--- ABOUT THIS EXERCISE ---
Please transcribe exactly the lines from the first line of the records below through the line containing "2px #483e3c) drop-shadow(0", including both, and omit all pictures.

[Dataset excerpts]
------

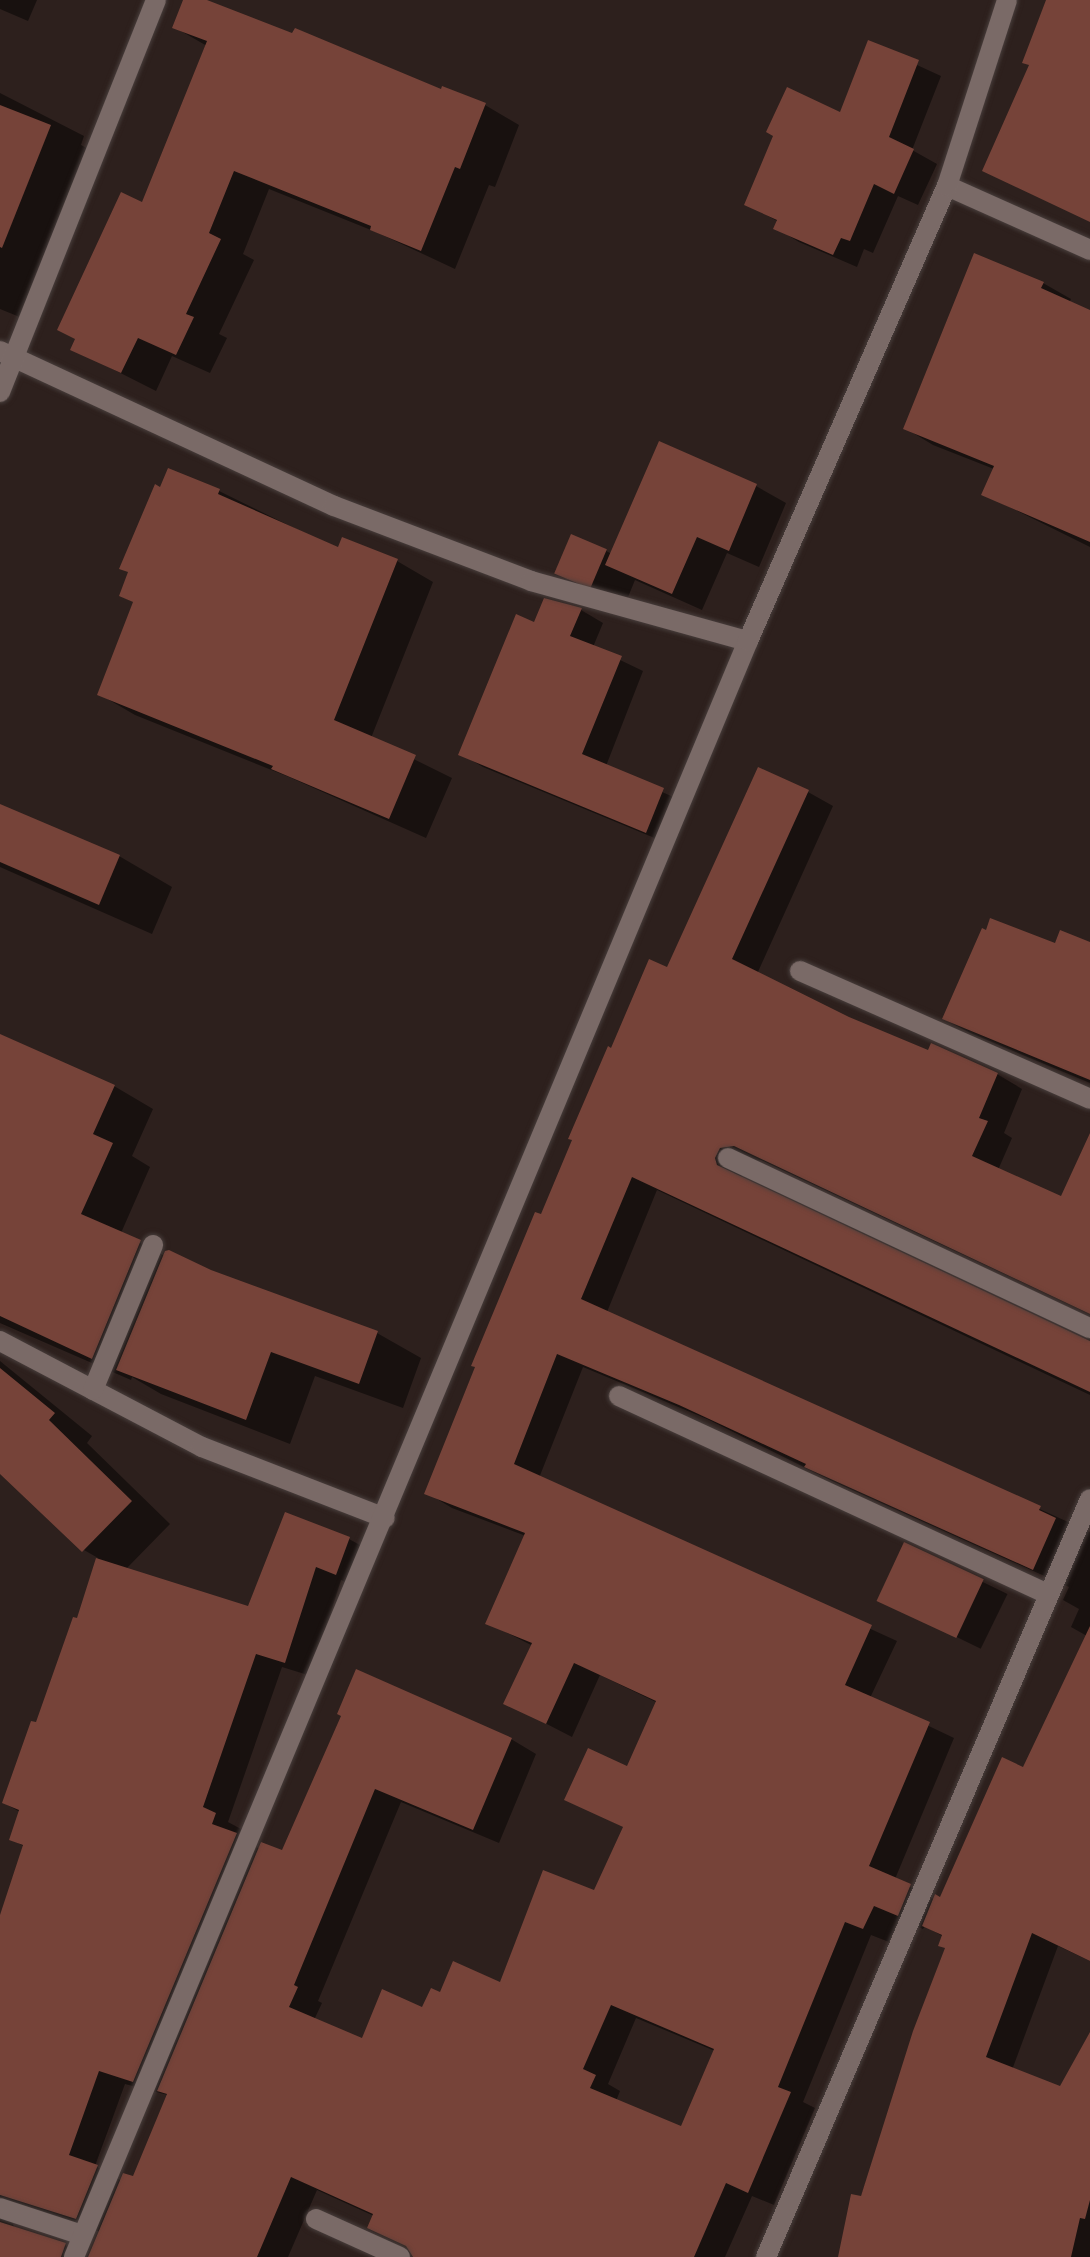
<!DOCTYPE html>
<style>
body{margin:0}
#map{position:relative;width:1090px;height:2257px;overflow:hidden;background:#2d201d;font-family:Rubik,sans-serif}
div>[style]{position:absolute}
.shadow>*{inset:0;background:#0007;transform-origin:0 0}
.building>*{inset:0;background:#764339;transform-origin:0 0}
.roads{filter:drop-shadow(0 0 2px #483e3c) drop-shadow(0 0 2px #483e3c)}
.minor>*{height:20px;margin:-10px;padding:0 10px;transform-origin:10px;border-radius:10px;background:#7a6a67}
span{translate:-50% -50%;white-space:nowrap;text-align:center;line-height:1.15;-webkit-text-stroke:7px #110c0a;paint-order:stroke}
</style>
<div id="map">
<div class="shadow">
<i style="clip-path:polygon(0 0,37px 0,28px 21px,0 9px)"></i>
<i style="clip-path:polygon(185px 0,202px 0,442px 91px,443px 88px,485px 105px,519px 125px,495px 187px,489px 185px,455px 269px,376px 232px,269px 189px,243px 254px,254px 260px,219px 334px,227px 338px,210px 373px,172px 356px,156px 391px,73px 349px,143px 205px,207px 46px,174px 27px)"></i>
<i style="clip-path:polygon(869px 43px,941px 76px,912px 150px,937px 164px,918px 205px,898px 196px,873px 253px,864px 249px,857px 267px,799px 242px,776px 228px,779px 222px,746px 204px,841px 114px)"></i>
<i style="clip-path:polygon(0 93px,84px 136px,81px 145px,103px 157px,37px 324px,0 309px)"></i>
<i style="clip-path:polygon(1043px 283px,1071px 299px,1069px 303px,1090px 312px,1090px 547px,983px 494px,994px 469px,933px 445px,905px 428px)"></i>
<i style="clip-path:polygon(660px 444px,756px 486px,786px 503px,759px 567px,727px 553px,702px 610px,635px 580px,626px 602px,590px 592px,557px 573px,606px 551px,612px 554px)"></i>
<i style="clip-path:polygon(169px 471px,219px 491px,339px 550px,397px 561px,433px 582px,371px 738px,452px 778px,426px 838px,289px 777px,135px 715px,99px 694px,135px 603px,121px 596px)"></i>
<i style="clip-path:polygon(581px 610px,603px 623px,593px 647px,643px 671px,606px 766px,686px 803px,669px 844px,483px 767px,461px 754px,535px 624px)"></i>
<i style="clip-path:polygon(evenodd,808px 792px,833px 806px,757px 974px,848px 1018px,929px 1053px,997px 1074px,1022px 1089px,1004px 1133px,1012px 1138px,998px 1170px,1062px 1198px,1090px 1138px,1090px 1314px,761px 1160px,747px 1161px,741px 1168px,742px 1181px,1090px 1341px,1090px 1395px,657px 1190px,607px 1312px,1090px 1532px,1090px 1961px,1058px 1946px,1012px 2070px,1061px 2088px,1090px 2036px,1090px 2257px,840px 2257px,947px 1948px,944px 1937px,925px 1926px,923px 1929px,899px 1919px,889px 1942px,871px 1935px,803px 2102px,815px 2108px,774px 2205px,752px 2196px,725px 2257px,436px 2257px,374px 2216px,317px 2190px,288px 2257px,90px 2257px,101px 2232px,24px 2208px,12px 2220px,14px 2227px,65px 2245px,85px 2257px,0 2257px,0 1920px,25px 1847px,11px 1839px,20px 1812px,4px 1803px,78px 1621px,98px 1558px,84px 1550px,0 1471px,0 1361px,92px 1436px,87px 1443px,170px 1524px,126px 1569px,249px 1609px,349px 1539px,374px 1553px,361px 1588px,341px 1580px,311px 1676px,282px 1667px,228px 1822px,241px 1829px,238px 1836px,260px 1849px,283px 1853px,343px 1715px,511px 1739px,536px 1754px,499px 1843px,401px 1802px,318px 2001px,322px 2003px,314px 2020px,363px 2040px,423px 2010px,441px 1995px,501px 1984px,595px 1892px,625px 1828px,567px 1799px,628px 1768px,658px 1703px,600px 1675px,572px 1737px,506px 1703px,533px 1646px,488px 1623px,526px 1536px,452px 1508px,427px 1493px,612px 1051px,668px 969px,808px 792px,583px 1367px,707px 1419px,832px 1481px,1069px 1587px,1063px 1600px,1079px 1609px,1071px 1627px,1087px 1636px,1024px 1770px,941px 1899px,935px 1900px,895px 1879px,954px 1738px,870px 1698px,897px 1641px,539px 1478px,583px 1367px,808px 792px,636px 2018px,715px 2051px,682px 2129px,616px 2101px,620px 2091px,608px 2084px,636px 2018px,808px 792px,125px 2084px,168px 2095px,134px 2179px,122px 2181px,95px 2166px,125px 2084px)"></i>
<i style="clip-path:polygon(0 806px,119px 856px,172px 887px,152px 934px,0 867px)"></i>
<i style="clip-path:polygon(1090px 944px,1090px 1083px,970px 1033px,944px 1019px,1057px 946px)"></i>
<i style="clip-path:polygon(0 1036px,114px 1086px,153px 1109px,132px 1156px,150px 1167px,121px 1233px,165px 1256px,377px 1333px,421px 1358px,403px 1408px,315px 1376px,290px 1444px,161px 1394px,132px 1377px,131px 1380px,0 1323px)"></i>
<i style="left:905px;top:1544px;width:114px;height:61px;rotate:26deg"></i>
</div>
<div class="building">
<i style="clip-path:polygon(183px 0,207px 0,292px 33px,295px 28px,441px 89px,442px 86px,486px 103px,460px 169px,455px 167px,421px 251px,370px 230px,371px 226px,234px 171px,209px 233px,221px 239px,186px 314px,194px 317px,176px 355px,138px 338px,121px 373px,70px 350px,75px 339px,57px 330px,121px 192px,142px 202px,207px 41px,172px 28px)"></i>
<i style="clip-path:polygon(1046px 0,1090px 0,1090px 222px,982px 171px,1029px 65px,1022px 63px)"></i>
<i style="clip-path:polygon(868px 40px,919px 60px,889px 137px,914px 149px,894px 194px,874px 184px,850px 241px,841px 238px,833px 255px,773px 229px,777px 220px,744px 205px,773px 136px,766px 132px,787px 87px,840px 112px)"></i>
<i style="clip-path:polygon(0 105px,51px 125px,2px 248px,0 247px)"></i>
<i style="clip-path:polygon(974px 253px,1044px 282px,1041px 288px,1090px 310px,1090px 542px,981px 495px,994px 466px,903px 429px)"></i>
<i style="clip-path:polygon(659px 441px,757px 484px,729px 551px,697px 537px,672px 594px,605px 565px)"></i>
<i style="clip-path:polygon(168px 468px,220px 489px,218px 494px,338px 547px,342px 537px,398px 559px,334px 720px,416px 755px,389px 819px,271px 769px,273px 766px,97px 695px,133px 602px,119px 596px,128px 572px,119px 569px,155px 484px,160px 487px)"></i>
<i style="left:571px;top:534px;width:39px;height:43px;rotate:23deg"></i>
<i style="clip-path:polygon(544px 598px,582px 608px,570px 636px,622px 656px,582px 754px,664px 788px,646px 833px,458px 755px,516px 614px,534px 622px)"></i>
<i style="clip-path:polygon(evenodd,758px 767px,809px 790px,732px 959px,849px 1017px,928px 1050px,931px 1043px,998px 1073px,979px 1118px,988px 1121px,972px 1156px,1061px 1196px,1090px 1133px,1090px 1314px,734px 1146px,720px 1148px,715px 1158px,717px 1165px,1090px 1341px,1090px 1392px,632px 1177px,581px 1299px,1041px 1506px,1039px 1510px,1056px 1518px,1033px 1570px,804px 1467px,806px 1464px,679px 1405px,557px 1354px,514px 1464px,872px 1625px,845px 1685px,930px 1722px,869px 1866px,911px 1884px,898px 1916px,874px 1906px,863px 1929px,845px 1922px,778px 2087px,791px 2092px,748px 2193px,726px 2183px,694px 2257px,413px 2257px,406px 2246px,367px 2228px,373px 2214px,291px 2177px,257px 2257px,88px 2257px,123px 2173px,133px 2176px,167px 2094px,157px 2091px,261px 1842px,282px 1850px,341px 1716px,337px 1714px,356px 1669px,512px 1738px,473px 1830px,375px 1789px,294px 1985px,298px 1987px,289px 2007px,362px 2038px,382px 1989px,422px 2007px,431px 1988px,440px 1992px,453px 1961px,500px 1982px,543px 1870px,594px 1890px,623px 1827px,564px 1800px,588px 1748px,627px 1766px,656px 1701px,574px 1663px,546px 1724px,503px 1704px,532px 1643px,485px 1624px,525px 1533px,424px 1494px,475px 1367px,471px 1366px,535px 1212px,541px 1214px,572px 1140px,568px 1139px,608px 1046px,611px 1048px,649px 959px,667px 967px,758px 767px,611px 2005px,714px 2049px,681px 2126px,590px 2088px,596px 2075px,583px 2069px,611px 2005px)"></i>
<i style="clip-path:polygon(0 804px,120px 855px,99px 905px,0 862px)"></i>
<i style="clip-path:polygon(990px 918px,1055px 943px,1060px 930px,1090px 942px,1090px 1080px,942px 1019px,982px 928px,986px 930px)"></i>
<i style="clip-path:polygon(0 1034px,115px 1085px,93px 1134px,113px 1143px,81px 1214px,141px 1240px,92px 1359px,0 1316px)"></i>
<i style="clip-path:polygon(169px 1250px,211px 1270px,378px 1331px,359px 1384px,271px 1352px,246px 1420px,116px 1370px,165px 1251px)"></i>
<i style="clip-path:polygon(0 1368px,55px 1413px,49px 1420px,132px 1501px,82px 1552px,0 1474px)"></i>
<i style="clip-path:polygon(285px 1512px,350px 1537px,336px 1575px,316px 1567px,285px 1663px,256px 1654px,203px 1807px,216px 1813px,212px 1824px,237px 1833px,133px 2082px,99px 2071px,69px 2155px,98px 2165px,76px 2219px,0 2195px,0 1915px,23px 1845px,9px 1840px,19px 1810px,2px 1803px,31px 1721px,36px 1722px,73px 1617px,77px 1618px,96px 1558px,248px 1606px)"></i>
<i style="left:904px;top:1542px;width:88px;height:65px;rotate:25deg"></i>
<i style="clip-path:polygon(1090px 1626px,1090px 1961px,1032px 1933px,986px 2057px,1060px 2086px,1090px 2032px,1090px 2200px,1085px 2219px,1080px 2218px,1071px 2257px,838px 2257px,851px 2194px,861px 2196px,913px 2031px,945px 1948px,938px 1946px,942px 1935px,922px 1926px,935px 1894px,940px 1897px,1002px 1757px,1023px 1767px)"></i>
<i style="clip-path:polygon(0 2222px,66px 2243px,61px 2257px,0 2257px)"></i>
</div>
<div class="roads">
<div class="minor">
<i style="left:947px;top:186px;width:157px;rotate:24.1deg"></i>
<i style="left:0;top:351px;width:368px;rotate:24.9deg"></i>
<i style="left:334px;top:506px;width:211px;rotate:20.8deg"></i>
<i style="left:531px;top:581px;width:225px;rotate:15.5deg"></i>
<i style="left:0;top:392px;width:422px;rotate:-68.3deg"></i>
<i style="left:800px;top:971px;width:317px;rotate:23.8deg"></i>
<i style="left:728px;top:1158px;width:400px;rotate:25.2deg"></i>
<i style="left:0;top:1341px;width:228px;rotate:27.7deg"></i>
<i style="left:202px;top:1447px;width:196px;rotate:21.2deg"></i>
<i style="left:93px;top:1390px;width:157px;rotate:-67.5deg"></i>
<i style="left:619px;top:1396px;width:472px;rotate:24.8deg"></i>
<i style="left:0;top:2208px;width:86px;rotate:18.2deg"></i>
<i style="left:316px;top:2219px;width:92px;rotate:24.3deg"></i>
<i style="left:74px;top:2257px;width:1751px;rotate:-67.36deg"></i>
<i style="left:748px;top:641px;width:497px;rotate:-66.4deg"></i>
<i style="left:947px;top:186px;width:195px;rotate:-72.1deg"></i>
<i style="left:766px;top:2257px;width:824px;rotate:-66.86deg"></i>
</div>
</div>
</div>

------

--- PROBLEM SOLUTION ---
<!DOCTYPE html>
<style>
body{margin:0}
#map{position:relative;width:1090px;height:2257px;overflow:hidden;background:#2d201d;font-family:Rubik,sans-serif}
div>[style]{position:absolute}
.shadow>*{inset:0;background:#0007;transform-origin:0 0}
.building>*{inset:0;background:#764339;transform-origin:0 0}
.roads{filter:drop-shadow(0 0 2px #483e3c) drop-shadow(0 0 2px #483e3c)}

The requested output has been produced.